● Your objective
Filter the records for "evenodd" and keep each line that has it.

● Saved entries
[Start of section]
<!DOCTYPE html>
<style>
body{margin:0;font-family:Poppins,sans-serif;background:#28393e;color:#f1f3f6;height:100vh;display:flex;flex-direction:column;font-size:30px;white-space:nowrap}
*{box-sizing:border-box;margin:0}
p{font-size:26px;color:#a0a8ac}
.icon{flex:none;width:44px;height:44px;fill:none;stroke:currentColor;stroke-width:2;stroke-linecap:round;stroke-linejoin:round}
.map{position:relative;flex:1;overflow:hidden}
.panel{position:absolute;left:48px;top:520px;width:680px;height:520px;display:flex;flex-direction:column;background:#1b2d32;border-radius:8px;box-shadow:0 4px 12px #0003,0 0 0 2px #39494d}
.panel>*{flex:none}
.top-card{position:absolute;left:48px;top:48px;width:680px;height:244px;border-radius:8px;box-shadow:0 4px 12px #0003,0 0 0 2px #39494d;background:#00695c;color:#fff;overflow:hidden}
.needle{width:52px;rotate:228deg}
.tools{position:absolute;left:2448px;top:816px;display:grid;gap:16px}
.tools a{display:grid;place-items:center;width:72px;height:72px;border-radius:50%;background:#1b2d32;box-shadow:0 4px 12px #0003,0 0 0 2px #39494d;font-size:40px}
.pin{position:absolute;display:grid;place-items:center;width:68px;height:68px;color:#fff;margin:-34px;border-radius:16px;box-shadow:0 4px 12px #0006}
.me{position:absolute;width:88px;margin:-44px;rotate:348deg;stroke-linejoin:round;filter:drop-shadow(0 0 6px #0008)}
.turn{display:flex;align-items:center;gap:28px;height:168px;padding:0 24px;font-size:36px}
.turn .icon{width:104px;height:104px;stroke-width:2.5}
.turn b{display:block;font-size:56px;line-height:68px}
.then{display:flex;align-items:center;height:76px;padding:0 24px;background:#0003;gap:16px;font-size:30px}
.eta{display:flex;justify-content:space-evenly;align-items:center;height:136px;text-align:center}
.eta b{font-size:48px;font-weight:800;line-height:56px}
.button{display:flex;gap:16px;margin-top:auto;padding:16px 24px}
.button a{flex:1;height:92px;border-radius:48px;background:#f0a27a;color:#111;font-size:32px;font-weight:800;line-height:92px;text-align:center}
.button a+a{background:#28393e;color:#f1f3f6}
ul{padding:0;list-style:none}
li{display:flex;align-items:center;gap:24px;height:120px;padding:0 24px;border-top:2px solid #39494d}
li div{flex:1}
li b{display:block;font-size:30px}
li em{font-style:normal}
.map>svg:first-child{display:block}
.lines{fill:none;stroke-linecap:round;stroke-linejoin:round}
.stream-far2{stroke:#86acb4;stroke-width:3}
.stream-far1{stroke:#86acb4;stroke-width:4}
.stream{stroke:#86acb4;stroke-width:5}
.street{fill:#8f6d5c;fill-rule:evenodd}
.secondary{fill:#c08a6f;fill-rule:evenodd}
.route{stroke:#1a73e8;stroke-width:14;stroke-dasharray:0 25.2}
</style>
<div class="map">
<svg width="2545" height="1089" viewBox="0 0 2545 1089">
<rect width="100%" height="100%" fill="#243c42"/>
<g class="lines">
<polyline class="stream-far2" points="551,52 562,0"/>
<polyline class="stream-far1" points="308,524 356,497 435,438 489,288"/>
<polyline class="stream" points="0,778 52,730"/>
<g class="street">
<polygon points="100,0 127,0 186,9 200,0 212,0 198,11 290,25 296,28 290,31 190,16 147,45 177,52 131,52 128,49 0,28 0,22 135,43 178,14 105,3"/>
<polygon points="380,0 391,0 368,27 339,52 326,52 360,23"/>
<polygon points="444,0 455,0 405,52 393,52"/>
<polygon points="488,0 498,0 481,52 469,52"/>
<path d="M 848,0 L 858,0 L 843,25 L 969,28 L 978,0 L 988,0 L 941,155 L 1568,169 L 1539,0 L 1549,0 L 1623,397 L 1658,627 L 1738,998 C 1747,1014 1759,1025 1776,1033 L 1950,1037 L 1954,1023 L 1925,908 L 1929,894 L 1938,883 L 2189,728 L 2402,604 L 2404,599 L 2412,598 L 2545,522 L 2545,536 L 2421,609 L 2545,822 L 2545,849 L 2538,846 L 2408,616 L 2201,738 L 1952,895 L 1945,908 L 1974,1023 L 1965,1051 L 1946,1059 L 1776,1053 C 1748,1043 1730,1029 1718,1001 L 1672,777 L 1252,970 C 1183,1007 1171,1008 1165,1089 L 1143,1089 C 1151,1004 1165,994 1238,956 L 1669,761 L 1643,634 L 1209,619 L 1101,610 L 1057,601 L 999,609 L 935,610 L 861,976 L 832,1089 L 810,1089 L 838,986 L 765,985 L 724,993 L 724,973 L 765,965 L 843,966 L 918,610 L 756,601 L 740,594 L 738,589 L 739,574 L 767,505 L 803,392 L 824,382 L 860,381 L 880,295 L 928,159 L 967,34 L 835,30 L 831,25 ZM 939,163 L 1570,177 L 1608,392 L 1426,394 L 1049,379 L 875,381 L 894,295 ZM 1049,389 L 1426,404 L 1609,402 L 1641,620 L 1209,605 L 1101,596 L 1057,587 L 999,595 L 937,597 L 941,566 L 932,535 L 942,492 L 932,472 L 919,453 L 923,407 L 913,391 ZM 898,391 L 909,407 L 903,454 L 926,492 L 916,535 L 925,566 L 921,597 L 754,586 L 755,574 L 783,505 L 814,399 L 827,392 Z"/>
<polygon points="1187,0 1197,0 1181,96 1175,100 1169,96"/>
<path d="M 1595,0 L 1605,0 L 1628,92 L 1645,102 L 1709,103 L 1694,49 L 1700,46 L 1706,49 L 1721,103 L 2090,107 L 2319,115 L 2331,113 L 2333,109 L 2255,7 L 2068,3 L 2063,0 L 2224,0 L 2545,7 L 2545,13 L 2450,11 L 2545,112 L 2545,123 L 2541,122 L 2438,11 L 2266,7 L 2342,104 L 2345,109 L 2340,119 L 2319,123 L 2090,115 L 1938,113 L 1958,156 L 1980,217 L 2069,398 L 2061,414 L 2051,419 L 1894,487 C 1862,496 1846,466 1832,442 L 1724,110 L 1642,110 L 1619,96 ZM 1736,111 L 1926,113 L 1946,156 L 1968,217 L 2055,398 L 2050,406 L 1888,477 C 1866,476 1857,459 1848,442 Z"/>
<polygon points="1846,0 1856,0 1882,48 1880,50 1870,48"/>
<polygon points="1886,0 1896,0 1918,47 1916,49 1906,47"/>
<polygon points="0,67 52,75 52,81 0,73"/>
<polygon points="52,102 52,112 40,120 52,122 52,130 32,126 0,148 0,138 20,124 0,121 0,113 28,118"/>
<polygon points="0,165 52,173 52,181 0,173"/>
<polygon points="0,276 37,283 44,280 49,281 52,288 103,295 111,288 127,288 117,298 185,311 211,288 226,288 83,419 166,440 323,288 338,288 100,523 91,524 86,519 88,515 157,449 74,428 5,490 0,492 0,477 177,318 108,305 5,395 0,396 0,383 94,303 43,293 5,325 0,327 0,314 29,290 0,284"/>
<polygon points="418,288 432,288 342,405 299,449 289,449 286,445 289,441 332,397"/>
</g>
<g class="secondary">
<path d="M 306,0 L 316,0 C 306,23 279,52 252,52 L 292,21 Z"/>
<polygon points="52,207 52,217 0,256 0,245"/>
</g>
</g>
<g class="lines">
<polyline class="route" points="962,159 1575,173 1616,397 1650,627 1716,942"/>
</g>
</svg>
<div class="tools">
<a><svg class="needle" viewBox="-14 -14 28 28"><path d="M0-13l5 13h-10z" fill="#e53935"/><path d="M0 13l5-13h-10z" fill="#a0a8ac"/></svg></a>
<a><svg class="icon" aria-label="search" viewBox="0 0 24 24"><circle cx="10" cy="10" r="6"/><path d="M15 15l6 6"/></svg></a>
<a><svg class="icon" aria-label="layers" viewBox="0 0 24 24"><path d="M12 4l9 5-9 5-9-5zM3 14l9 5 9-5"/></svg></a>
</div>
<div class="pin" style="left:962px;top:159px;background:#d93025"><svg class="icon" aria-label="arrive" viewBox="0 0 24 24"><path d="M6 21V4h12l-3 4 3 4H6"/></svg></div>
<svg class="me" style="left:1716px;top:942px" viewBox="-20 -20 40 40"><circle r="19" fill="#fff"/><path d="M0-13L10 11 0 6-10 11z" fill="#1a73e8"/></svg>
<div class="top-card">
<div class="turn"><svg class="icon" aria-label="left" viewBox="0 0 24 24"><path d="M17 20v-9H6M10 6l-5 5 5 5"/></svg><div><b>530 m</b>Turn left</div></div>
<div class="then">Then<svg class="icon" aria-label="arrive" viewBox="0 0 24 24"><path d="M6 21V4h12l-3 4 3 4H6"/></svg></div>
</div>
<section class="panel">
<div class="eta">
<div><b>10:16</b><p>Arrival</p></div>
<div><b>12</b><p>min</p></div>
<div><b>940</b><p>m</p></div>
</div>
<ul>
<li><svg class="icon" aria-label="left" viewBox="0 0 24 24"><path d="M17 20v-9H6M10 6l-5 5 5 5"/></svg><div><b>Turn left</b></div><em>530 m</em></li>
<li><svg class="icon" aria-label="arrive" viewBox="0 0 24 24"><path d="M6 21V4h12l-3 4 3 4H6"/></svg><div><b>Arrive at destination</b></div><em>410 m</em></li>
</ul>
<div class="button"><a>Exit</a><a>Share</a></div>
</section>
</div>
[End of section]
● Response to the task
.street{fill:#8f6d5c;fill-rule:evenodd}
.secondary{fill:#c08a6f;fill-rule:evenodd}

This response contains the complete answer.